Luca Belli: O Pix é um bom exemplo de soberania digital porque antes dele, éramos totalmente dependentes de Visa e Mastercard para processamento de pagamentos. Agora não. Visa e Mastercard não foram proibidas, mas foi criada uma alternativa brasileira. Porém, a infraestrutura de cloud e hardware em que roda o Pix é toda feita pela IBM e pela Oracle. É até absurdo, de certa forma, porque o Pix não é uma inteligência artificial de última geração que precisa da infraestrutura da Oracle e da IBM. Poderia ser feito pelo Serpro ou Dataprev, poderia ser feito como um cloud nacional, mas por razões essencialmente políticas não foi escolhida essa opção.
Nilson Brandão: Como os países do BRICS podem cooperar para fortalecer sua soberania digital?

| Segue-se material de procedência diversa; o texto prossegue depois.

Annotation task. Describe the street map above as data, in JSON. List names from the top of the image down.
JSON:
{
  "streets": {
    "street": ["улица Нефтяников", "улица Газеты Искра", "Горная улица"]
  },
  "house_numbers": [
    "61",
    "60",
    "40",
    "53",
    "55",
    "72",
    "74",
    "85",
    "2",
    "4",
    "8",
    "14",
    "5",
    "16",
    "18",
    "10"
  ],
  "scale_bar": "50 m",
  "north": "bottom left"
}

Luca Belli: Existem três formas que podem ser cogitadas em termos de cooperação. Primeiro, cooperação em termos de políticas comuns e regulação comum, identificando a chamada interoperabilidade legislativa. Segundo, iniciativas de pesquisa e desenvolvimento comuns, ou seja, projetos multilaterais de cooperação científica. Cooperação em IA no agronegócio ou no âmbito médico poderia ser extremamente proveitosa. Terceiro, o uso e compartilhamento daquelas tecnologias em open source, em código aberto, que já existem.
Nilson Brandão: O que o Brasil precisa fazer para avançar em soberania em IA?
Luca Belli: A primeira mensagem é não considerar a inteligência artificial como algo abstrato nem como algo muito específico, apenas como o Chat GPT. Precisamos considerar a inteligência artificial como um sistema, olhar seus componentes. Inteligência artificial representa muitos dados processados por muito software em muito hardware, e você precisa de eletricidade e cibersegurança para que tudo funcione bem. Se você olhar os elementos que compõem o sistema, você consegue entender como ele funciona, até reproduzir esse funcionamento no seu próprio país e regular de maneira eficiente. Minha mensagem principal é: pare, entenda a complexidade do sistema e adote políticas industriais e regulações mais favoráveis para dominar a tecnologia e não ser dominado por ela.
Nilson Brandão: Qual é o papel do acesso ao conhecimento na construção da soberania digital?
Luca Belli: Política industrial é simplesmente um estímulo à indústria. É criar esquemas de apoio à pesquisa e desenvolvimento, criar uma taxação favorável para quem está desenvolvendo uma tecnologia estratégica. Não adianta simplesmente adotar leis como a LGPD e ninguém respeitar. Você precisa criar um incentivo para as empresas desenvolverem tecnologia que facilite o cumprimento da lei. Não estamos enxergando, como deveríamos, a regulação como facilitação, mas enxergamos a regulação simplesmente como repressão e sanção. Deveríamos fazer leis sancionando abusos e implementando essas sanções de maneira eficiente, sim, e por outro lado, fazer como uma política industrial, criar incentivos fiscais, apoiando pesquisas e desenvolvimento de tecnologias que implementam essas leis.